- Stored data entries -
++++

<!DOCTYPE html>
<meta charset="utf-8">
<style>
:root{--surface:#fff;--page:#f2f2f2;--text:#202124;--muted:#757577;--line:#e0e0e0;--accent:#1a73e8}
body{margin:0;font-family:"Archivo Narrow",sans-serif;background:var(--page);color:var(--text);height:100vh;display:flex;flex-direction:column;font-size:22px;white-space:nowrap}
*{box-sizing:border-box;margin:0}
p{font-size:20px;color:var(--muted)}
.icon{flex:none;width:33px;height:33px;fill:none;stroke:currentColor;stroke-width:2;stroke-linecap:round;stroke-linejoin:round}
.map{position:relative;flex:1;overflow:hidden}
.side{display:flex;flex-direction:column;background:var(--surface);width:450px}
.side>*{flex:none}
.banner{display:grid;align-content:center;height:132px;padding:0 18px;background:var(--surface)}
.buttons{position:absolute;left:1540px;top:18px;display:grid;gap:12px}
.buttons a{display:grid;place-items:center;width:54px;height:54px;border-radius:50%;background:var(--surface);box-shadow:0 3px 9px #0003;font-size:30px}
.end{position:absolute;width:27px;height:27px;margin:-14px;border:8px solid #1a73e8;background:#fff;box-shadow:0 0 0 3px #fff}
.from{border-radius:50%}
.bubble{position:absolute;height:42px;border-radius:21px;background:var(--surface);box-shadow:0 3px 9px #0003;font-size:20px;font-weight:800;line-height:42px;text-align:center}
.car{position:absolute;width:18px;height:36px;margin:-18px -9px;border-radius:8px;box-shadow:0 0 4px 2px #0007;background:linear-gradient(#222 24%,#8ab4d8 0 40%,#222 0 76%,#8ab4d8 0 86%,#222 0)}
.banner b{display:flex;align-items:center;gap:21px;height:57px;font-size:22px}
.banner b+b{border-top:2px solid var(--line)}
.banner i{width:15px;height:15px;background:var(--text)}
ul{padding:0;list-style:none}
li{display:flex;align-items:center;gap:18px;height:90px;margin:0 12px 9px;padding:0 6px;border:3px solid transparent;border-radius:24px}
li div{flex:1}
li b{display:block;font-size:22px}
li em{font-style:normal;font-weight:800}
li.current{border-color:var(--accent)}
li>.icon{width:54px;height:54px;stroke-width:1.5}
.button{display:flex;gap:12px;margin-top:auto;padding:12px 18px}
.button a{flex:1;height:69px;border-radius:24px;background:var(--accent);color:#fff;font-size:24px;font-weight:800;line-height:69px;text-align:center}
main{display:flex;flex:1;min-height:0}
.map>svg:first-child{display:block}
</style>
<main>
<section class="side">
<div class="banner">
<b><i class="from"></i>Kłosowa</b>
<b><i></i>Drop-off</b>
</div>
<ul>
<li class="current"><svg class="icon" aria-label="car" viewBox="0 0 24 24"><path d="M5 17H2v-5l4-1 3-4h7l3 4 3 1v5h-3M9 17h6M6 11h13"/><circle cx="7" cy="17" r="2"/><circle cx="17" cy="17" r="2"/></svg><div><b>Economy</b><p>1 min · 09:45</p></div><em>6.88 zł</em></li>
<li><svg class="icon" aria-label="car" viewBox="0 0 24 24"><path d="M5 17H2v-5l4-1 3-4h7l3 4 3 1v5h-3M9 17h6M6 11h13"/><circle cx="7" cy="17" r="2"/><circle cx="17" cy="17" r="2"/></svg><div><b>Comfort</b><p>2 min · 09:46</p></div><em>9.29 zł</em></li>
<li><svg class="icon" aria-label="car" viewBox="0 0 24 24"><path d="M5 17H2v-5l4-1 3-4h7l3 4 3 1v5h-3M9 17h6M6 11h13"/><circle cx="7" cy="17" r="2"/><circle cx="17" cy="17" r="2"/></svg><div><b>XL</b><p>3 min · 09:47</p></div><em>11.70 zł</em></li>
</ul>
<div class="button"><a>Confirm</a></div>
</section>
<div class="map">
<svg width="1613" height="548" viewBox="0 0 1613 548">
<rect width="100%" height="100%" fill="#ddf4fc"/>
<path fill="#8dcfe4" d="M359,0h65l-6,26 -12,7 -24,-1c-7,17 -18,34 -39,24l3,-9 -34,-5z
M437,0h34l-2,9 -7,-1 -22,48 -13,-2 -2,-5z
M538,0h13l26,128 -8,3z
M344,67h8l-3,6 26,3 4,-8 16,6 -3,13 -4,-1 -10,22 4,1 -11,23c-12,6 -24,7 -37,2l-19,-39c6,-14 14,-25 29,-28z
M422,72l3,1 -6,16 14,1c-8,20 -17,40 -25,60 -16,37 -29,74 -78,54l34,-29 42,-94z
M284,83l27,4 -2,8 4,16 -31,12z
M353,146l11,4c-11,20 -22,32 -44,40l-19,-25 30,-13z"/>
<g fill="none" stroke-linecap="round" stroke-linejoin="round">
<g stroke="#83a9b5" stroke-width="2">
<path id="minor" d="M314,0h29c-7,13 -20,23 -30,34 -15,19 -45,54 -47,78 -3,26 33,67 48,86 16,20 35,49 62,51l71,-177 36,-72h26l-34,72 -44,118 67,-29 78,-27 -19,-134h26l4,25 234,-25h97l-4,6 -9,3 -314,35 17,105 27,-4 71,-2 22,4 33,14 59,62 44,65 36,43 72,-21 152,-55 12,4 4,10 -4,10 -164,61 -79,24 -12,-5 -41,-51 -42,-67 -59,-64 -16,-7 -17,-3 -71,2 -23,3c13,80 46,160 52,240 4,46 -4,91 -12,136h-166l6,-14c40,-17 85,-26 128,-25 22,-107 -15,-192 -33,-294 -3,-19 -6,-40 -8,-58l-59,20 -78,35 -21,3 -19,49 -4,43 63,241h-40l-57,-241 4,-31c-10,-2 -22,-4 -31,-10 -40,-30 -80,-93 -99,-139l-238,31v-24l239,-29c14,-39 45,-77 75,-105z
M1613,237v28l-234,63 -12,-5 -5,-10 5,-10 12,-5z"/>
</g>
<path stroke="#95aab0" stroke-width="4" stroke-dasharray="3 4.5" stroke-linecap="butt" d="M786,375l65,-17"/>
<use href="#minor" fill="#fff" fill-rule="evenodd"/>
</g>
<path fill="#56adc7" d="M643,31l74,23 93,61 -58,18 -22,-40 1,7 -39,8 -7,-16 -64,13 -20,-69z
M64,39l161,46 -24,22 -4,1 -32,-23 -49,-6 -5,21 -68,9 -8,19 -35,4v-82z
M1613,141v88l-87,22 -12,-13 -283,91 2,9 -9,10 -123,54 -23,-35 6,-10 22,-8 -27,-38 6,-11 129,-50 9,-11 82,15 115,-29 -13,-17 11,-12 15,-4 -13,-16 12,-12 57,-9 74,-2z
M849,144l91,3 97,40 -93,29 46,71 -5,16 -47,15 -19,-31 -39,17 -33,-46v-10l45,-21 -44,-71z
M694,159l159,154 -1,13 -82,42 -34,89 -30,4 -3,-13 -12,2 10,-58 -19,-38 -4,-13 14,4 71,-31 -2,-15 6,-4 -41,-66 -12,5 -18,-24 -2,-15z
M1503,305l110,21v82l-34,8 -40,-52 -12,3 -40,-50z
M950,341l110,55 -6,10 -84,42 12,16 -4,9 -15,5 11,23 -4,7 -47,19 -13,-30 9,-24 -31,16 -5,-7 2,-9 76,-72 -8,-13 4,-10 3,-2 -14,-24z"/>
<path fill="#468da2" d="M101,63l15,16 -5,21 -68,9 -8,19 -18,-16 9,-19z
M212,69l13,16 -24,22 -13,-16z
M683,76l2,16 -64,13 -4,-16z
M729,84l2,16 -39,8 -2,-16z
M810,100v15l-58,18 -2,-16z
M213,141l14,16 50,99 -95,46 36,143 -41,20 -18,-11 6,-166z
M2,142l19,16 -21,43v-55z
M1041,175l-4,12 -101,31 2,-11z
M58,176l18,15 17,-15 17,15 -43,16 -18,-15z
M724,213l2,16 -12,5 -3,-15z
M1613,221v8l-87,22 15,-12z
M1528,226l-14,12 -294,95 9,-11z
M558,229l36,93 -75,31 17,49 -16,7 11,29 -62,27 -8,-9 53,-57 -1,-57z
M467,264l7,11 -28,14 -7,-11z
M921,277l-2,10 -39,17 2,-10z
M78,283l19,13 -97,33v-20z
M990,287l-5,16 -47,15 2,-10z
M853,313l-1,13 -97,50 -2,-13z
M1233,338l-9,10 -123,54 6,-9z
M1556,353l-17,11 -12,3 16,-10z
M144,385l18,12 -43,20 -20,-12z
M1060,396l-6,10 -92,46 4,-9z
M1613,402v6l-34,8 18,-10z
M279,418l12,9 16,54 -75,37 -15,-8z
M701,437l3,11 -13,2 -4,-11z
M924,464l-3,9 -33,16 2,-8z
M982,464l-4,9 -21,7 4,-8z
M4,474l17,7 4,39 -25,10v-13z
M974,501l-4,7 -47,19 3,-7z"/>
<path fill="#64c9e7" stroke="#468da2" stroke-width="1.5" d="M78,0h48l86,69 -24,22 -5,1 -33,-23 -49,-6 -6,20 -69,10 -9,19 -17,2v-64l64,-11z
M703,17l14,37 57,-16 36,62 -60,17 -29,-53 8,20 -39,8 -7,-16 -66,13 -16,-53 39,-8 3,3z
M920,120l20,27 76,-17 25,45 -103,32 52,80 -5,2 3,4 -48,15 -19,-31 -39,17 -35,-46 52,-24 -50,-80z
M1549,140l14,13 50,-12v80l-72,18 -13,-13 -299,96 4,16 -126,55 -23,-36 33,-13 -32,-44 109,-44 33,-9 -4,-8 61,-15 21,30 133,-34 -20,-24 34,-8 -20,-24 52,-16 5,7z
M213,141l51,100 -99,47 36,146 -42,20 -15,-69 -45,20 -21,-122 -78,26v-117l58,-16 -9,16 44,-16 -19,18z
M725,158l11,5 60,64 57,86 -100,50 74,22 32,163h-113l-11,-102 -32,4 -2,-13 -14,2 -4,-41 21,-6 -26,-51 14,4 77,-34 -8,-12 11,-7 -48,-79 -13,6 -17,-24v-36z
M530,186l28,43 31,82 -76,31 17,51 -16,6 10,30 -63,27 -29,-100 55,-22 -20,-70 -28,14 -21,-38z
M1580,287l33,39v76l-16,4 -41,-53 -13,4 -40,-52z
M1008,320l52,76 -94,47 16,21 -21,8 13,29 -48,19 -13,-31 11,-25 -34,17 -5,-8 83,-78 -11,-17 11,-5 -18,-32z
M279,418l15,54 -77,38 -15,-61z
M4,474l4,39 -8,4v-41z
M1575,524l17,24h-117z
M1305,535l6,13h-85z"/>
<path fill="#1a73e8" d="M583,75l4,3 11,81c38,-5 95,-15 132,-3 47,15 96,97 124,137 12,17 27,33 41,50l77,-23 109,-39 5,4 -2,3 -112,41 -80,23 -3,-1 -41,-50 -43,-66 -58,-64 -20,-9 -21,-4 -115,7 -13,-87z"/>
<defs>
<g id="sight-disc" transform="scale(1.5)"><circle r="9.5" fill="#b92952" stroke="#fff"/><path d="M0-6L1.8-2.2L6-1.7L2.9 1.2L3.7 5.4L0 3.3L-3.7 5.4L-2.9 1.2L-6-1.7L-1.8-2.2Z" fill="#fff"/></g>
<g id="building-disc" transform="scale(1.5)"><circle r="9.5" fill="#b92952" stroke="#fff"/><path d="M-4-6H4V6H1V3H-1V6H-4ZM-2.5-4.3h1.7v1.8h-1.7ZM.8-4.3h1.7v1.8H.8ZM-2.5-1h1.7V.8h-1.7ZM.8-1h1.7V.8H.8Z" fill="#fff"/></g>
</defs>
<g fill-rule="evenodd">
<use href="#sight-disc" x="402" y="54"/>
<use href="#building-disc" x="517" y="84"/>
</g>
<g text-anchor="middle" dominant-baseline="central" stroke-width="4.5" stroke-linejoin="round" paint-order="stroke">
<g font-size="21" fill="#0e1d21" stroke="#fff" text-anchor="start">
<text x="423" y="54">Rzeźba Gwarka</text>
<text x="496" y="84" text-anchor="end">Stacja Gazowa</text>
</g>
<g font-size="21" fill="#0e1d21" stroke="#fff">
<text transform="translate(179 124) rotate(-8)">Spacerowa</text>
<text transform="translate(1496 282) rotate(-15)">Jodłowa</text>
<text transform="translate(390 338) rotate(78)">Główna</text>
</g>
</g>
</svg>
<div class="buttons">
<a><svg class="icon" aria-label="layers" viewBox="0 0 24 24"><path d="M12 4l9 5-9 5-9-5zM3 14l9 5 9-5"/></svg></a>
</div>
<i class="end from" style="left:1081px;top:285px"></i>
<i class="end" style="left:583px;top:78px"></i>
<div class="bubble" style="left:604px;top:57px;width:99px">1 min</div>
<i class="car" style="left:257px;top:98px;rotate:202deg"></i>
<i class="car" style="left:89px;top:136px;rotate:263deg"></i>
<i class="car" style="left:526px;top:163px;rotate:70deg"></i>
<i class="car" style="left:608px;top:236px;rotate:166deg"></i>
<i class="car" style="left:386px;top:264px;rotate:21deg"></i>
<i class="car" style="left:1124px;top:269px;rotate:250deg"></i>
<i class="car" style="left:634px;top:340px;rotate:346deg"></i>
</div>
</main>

++++

- What you need to do -
Please show every line of the records that holds the word "main".

- Solution for this exercise -
main{display:flex;flex:1;min-height:0}
<main>
</main>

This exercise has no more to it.